The paper that Lisa Graham recently presented at GROUP 2016 was the culmination of her MSc work. I’m really proud of her work on that project, because it was a very difficult study to run, but she was nevertheless able to complete the study and analyze the data with an interesting set of results.
The context for Lisa’s work is that we are increasingly able to track and monitor person data in a wide variety of contexts. Our watches are able to track the steps we take, while other tools help us to monitor and track exercise and fiteness goals, while still others can track our spending habits and so forth. With all this data though, the problem is that most people do not know how to analyze the data in order to generate generate meaningful, actionable insights. That is, we have all this data, but we don’t know what to do with it.

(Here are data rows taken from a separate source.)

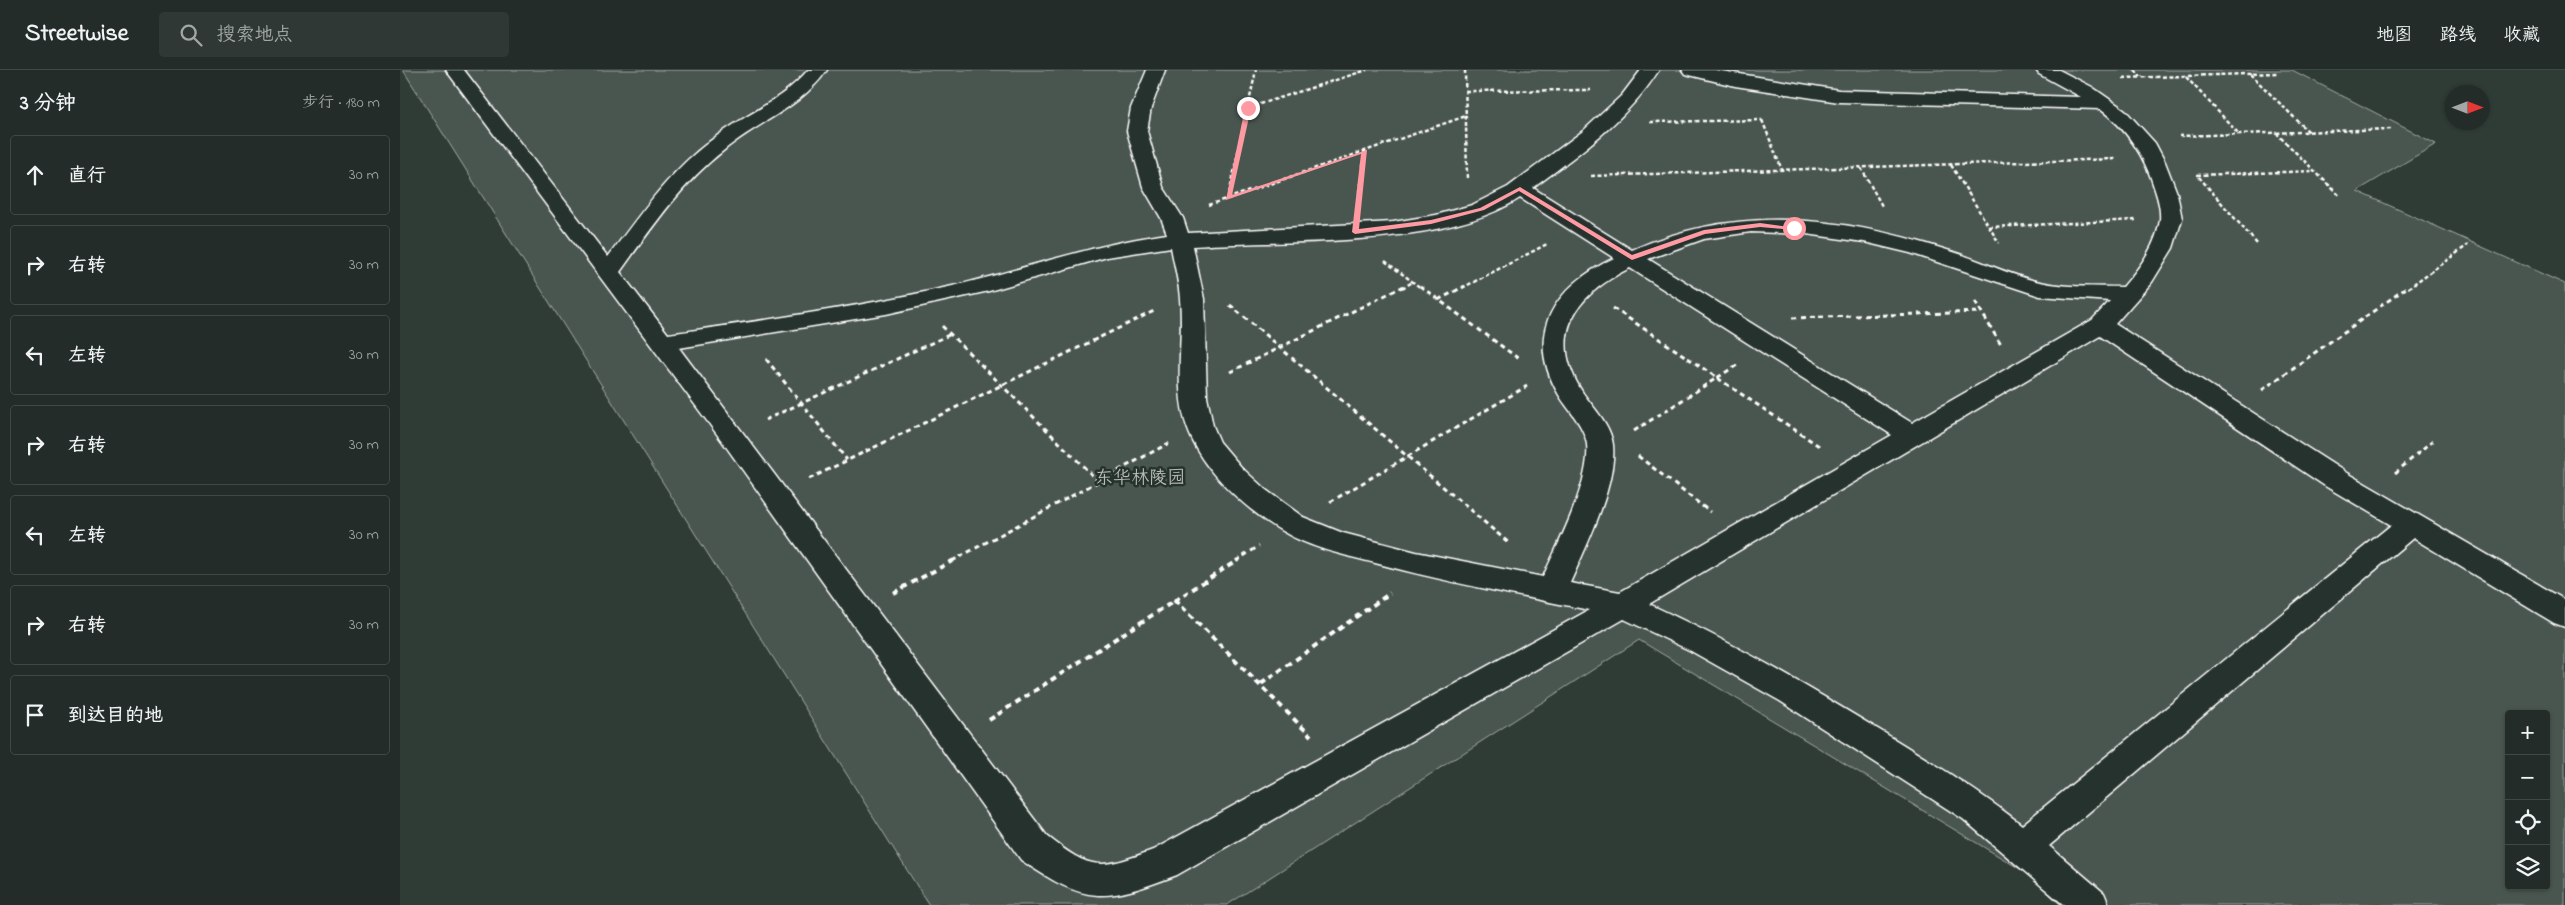 <!DOCTYPE html>
<html lang="zh">
<meta charset="utf-8">
<style>
body{margin:0;font-family:"Indie Flower","LXGW WenKai TC",sans-serif;background:#2f3834;color:#f1f3f6}
.controls{position:absolute;right:15px;bottom:15px;display:grid;overflow:hidden;border-radius:5px;box-shadow:0 1px 4px #0004}
.controls button{width:45px;height:45px;display:grid;place-items:center;padding:0;border:0;border-bottom:1px solid #404845;background:#232c28;color:#f1f3f6;font:25px sans-serif}
.compass{position:absolute;left:2045px;top:15px;width:45px;height:45px;border-radius:50%;background:#232c28;box-shadow:0 1px 4px #0004;rotate:90deg}
.stop{position:absolute;width:15px;height:15px;margin:-11px;border:4px solid #ff9aa2;border-radius:50%;background:#fff}
.stop.end{background:#ff9aa2;border-color:#fff;box-shadow:0 1px 5px #0008}
.list{margin:0;padding:0;list-style:none}
h2{display:flex;justify-content:space-between;align-items:center;height:65px;margin:0;padding:0 20px;font-size:21px}
h2 small{font-size:16px;font-weight:400;color:#a3a7a8}
.list li{display:grid;grid-template-columns:32px 1fr auto;gap:15px;align-items:center;box-sizing:border-box;height:80px;margin:0 10px 10px;padding:0 10px;border:1px solid #404845;border-radius:5px}
.list b{display:block;font-size:19px;white-space:nowrap}
.list em{font-size:16px;font-style:normal;color:#a3a7a8}
.icon{flex:none;width:28px;height:28px;fill:none;stroke:currentColor;stroke-width:2;stroke-linecap:round;stroke-linejoin:round}
.map{position:relative;flex:none;width:2165px;height:835px;overflow:hidden}
header{display:flex;align-items:center;gap:30px;box-sizing:border-box;height:70px;padding:0 25px;background:#232c28;border-bottom:1px solid #404845}
header strong{font-size:24px}
nav{display:flex;gap:28px;margin-inline-start:auto;font-size:18px}
.search{width:350px;height:45px;background:#2f3834;display:flex;align-items:center;gap:12px;box-sizing:border-box;padding:0 18px;border-radius:5px;color:#a3a7a8;font-size:19px}
main{display:flex}
aside{flex:1;background:#232c28}
.map>svg:first-child{display:block}
.green{fill:#4a544f;stroke:#a4aaa7;fill-rule:evenodd}
.lines{fill:none;stroke-linecap:round;stroke-linejoin:round}
.minor-casing{stroke:#fff;stroke-width:3}
.path-far2{stroke:#fff;stroke-width:2.5;stroke-dasharray:4 2.5;stroke-linecap:butt}
.path-far1{stroke:#fff;stroke-width:3;stroke-dasharray:5 4;stroke-linecap:butt}
.path{stroke:#fff;stroke-width:4;stroke-dasharray:6 4.5;stroke-linecap:butt}
.minor{fill:#26332d;fill-rule:evenodd}
.route{fill:#ff9aa2}
.labels{text-anchor:middle;stroke-width:5;stroke-linejoin:round;paint-order:stroke}
.park-label{font-size:18px;fill:#b7bbb9;stroke:#26332d}
</style>
<header>
<strong>Streetwise</strong>
<div class="search"><svg class="icon" aria-label="search" viewBox="0 0 24 24"><circle cx="10" cy="10" r="6"/><path d="M15 15l6 6"/></svg>搜索地点</div>
<nav><a>地图</a><a>路线</a><a>收藏</a></nav>
</header>
<main>
<aside>
<h2>3 分钟<small>步行 · 180 m</small></h2>
<ul class="list">
<li><svg class="icon" aria-label="ahead" viewBox="0 0 24 24"><path d="M12 20V5M6 11l6-6 6 6"/></svg><div><b>直行</b></div><em>30 m</em></li>
<li><svg class="icon" aria-label="right" viewBox="0 0 24 24"><path d="M7 20v-9h11M14 6l5 5-5 5"/></svg><div><b>右转</b></div><em>30 m</em></li>
<li><svg class="icon" aria-label="left" viewBox="0 0 24 24"><path d="M17 20v-9H6M10 6l-5 5 5 5"/></svg><div><b>左转</b></div><em>30 m</em></li>
<li><svg class="icon" aria-label="right" viewBox="0 0 24 24"><path d="M7 20v-9h11M14 6l5 5-5 5"/></svg><div><b>右转</b></div><em>30 m</em></li>
<li><svg class="icon" aria-label="left" viewBox="0 0 24 24"><path d="M17 20v-9H6M10 6l-5 5 5 5"/></svg><div><b>左转</b></div><em>30 m</em></li>
<li><svg class="icon" aria-label="right" viewBox="0 0 24 24"><path d="M7 20v-9h11M14 6l5 5-5 5"/></svg><div><b>右转</b></div><em>30 m</em></li>
<li><svg class="icon" aria-label="arrive" viewBox="0 0 24 24"><path d="M6 21V4h12l-3 4 3 4H6"/></svg><div><b>到达目的地</b></div></li>
</ul>
</aside>
<div class="map">
<svg width="2165" height="835" viewBox="0 0 2165 835">
<rect width="100%" height="100%" fill="#2f3b35"/>
<filter id="ink" filterUnits="userSpaceOnUse"><feTurbulence type="fractalNoise" baseFrequency=".02" numOctaves="2"/><feDisplacementMap in="SourceGraphic" scale="10" xChannelSelector="R" yChannelSelector="G"/><feConvolveMatrix kernelMatrix="1 2 1 2 8 2 1 2 1" color-interpolation-filters="sRGB"/></filter>
<g filter="url(#ink)">
<!-- green -->
<path class="green" d="M3,0h1889l144,74 -79,47 208,93v621h-504l-36,-33 -386,-232 -412,265h-298zM2109,644h37v172h-37z"/>
<g class="lines">
<!-- minor casing -->
<g class="minor-casing">
<path id="minor" d="M46,0h18l144,187c31,-41 60,-84 101,-115 32,-26 72,-40 99,-72h19c-26,38 -70,52 -104,81 -42,33 -72,78 -103,121l48,62c97,-14 193,-27 289,-49 71,-17 137,-41 210,-51l-6,-16 -18,-31 -16,-56 4,-23 16,-38h18l-14,38 -4,23 16,56 20,31 5,15 205,-11 43,-7 36,-10 36,-18 75,-56 39,-36 19,-25h18c-32,50 -79,83 -126,118l99,62c105,-46 209,-34 315,0 31,9 61,25 93,32 27,6 56,4 83,5 17,-20 33,-41 37,-67 1,-10 -2,-21 -5,-30 -10,-34 -27,-60 -55,-81l-261,-7 -104,-16 -50,-12 -3,-4h33l124,20 242,7 -42,-23 -3,-4h23l33,17 33,23 30,33 10,19 12,31 5,26 -9,29 -21,34 -37,42 230,148 220,128v27l-11,-4 -141,-85 -364,308 55,47 5,12h-45l-101,-86 -183,-118 -89,-50 -67,-32 -447,256c-74,28 -90,30 -156,-15l-299,-419zM1120,128l94,60c-58,28 -92,74 -55,137 9,15 25,30 28,49 4,37 -29,100 -44,133l-127,-25 -73,-19 -40,-16 -37,-27 -24,-22 -22,-26 -7,-16 -6,-29 -3,-98 -11,-53c94,-7 247,4 327,-48zM1351,162l55,2 58,8 46,11 130,43 70,5 -18,19 -180,103 -264,-164 56,-20zM771,177c3,17 8,35 9,52 4,42 -7,88 7,128 15,43 57,81 95,104 28,17 62,24 93,32 70,19 142,32 214,47l-436,240c-53,20 -62,21 -106,-14l-368,-488 207,-34 103,-23 118,-34zM1230,198l262,167 -272,157 -50,-9c16,-36 47,-99 43,-138 -2,-20 -19,-36 -30,-52 -37,-58 -8,-98 47,-125zM1700,266l225,150 66,39 -369,300c-43,-34 -89,-62 -136,-91 -77,-47 -154,-92 -237,-130z"/>
</g>
<!-- path-far2 -->
<g class="path-far2">
<polyline points="1065,0 1067,109"/>
<polyline points="1735,0 1741,7"/>
<polyline points="1850,4 1909,62"/>
<polyline points="1786,7 1839,64"/>
<polyline points="1723,8 1877,3"/>
<polyline points="1065,21 1191,20"/>
<polyline points="848,38 967,0"/>
<polyline points="1362,50 1382,100"/>
<polyline points="1250,52 1362,50"/>
<polyline points="1876,63 1940,126"/>
<polyline points="1779,66 1991,59"/>
<polyline points="1551,95 1599,173"/>
<polyline points="1461,98 1482,136"/>
<polyline points="1797,105 1914,101"/>
<polyline points="1191,106 1715,89"/>
<polyline points="1799,107 1858,175"/>
<polyline points="828,129 856,0"/>
<polyline points="959,130 965,81"/>
<polyline points="809,135 1066,46"/>
<polyline points="1589,157 1736,150"/>
<polyline points="985,191 1021,218"/>
<polyline points="1002,218 1013,212"/>
<polyline points="1062,218 1147,174"/>
<polyline points="2008,218 2068,175"/>
</g>
<!-- path-far1 -->
<g class="path-far1">
<polyline points="1020,216 1119,289"/>
<polyline points="1038,230 1065,216"/>
<polyline points="1575,231 1601,275"/>
<polyline points="830,235 1110,474"/>
<polyline points="1213,238 1422,378"/>
<polyline points="1392,248 1581,242"/>
<polyline points="542,256 698,411"/>
<polyline points="366,289 447,390"/>
<polyline points="830,302 1004,216"/>
<polyline points="1862,320 2009,216"/>
<polyline points="365,350 551,264"/>
<polyline points="1234,361 1337,295"/>
<polyline points="1238,386 1310,442"/>
<polyline points="1995,403 2033,371"/>
<polyline points="409,409 756,240"/>
<polyline points="930,432 1127,316"/>
<polyline points="552,491 769,373"/>
<polyline points="836,491 859,476"/>
</g>
<!-- path -->
<g class="path">
<polyline points="493,523 554,490"/>
<polyline points="774,530 911,666"/>
<polyline points="861,614 990,523"/>
<polyline points="589,650 838,490"/>
</g>
<!-- minor -->
<use href="#minor" class="minor"/>
</g>
</g>
<!-- route -->
<polygon class="route" points="848,36 851,38 832,125 967,80 959,159 1031,150 1080,138 1120,117 1232,185 1304,160 1360,153 1397,158 1394,160 1360,157 1305,164 1232,190 1119,121 1084,140 1031,154 955,164 952,162 961,84 826,130 845,38"/>
<g class="labels">
<!-- park labels -->
<g class="park-label">
<text x="740" y="413">东华林陵园</text>
</g>
</g>
</svg>
<div class="controls">
<button>+</button>
<button>−</button>
<button><svg class="icon" aria-label="locate" viewBox="0 0 24 24"><circle cx="12" cy="12" r="6"/><path d="M12 2v4M12 18v4M2 12h4M18 12h4"/></svg></button>
<button><svg class="icon" aria-label="layers" viewBox="0 0 24 24"><path d="M12 4l9 5-9 5-9-5zM3 14l9 5 9-5"/></svg></button>
</div>
<svg class="compass" viewBox="-18 -18 36 36"><path d="M0-13l5 13h-10z" fill="#e53935"/><path d="M0 13l5-13h-10z" fill="#a3a7a8"/></svg>
<div class="stop" style="left:1394px;top:158px"></div>
<div class="stop end" style="left:848px;top:38px"></div>
</div>
</main>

Lisa’s project focused on trying to jump start this reflection process, and it does so by leveraging other people. The basic idea for the project comes from the observation that, “It is often easier to see flaws in someone else’s essay than in one’s own essays.” Similarly, our hope was that it was easy to find new ideas for exploration while looking at someone else’s data than when looking at one’s own data.
Lisa’s study was set up in such a way that people would go through several weeks of personal data collection (on whatever data they were interested in collecting) in cohorts. Within this cohort, on a weekly basis, they would be asked to review someone else’s data (within the cohort), and return that review to the owner. Our thinking was that this review activity would have two different effects: (1) first, one would get new ideas about one’s own data (from someone else) – a new perspective, perhaps; (2) second, based on review of someone else’s data, one would be able to see one’s own data from a new, fresh perspective. (This is the basic idea behind “peer evaluation” in teaching/learning circles.)
In the end, we definitely saw both of these effects, where people:
And while this process seems promising, the major challenge with itt is that process-wise, it is very difficult to execute. Lisa had a hard time recruiting participants, and then ensuring that they stayed on task for the duration of the study. Nevertheless, the approach shows promise that is worth investigating further.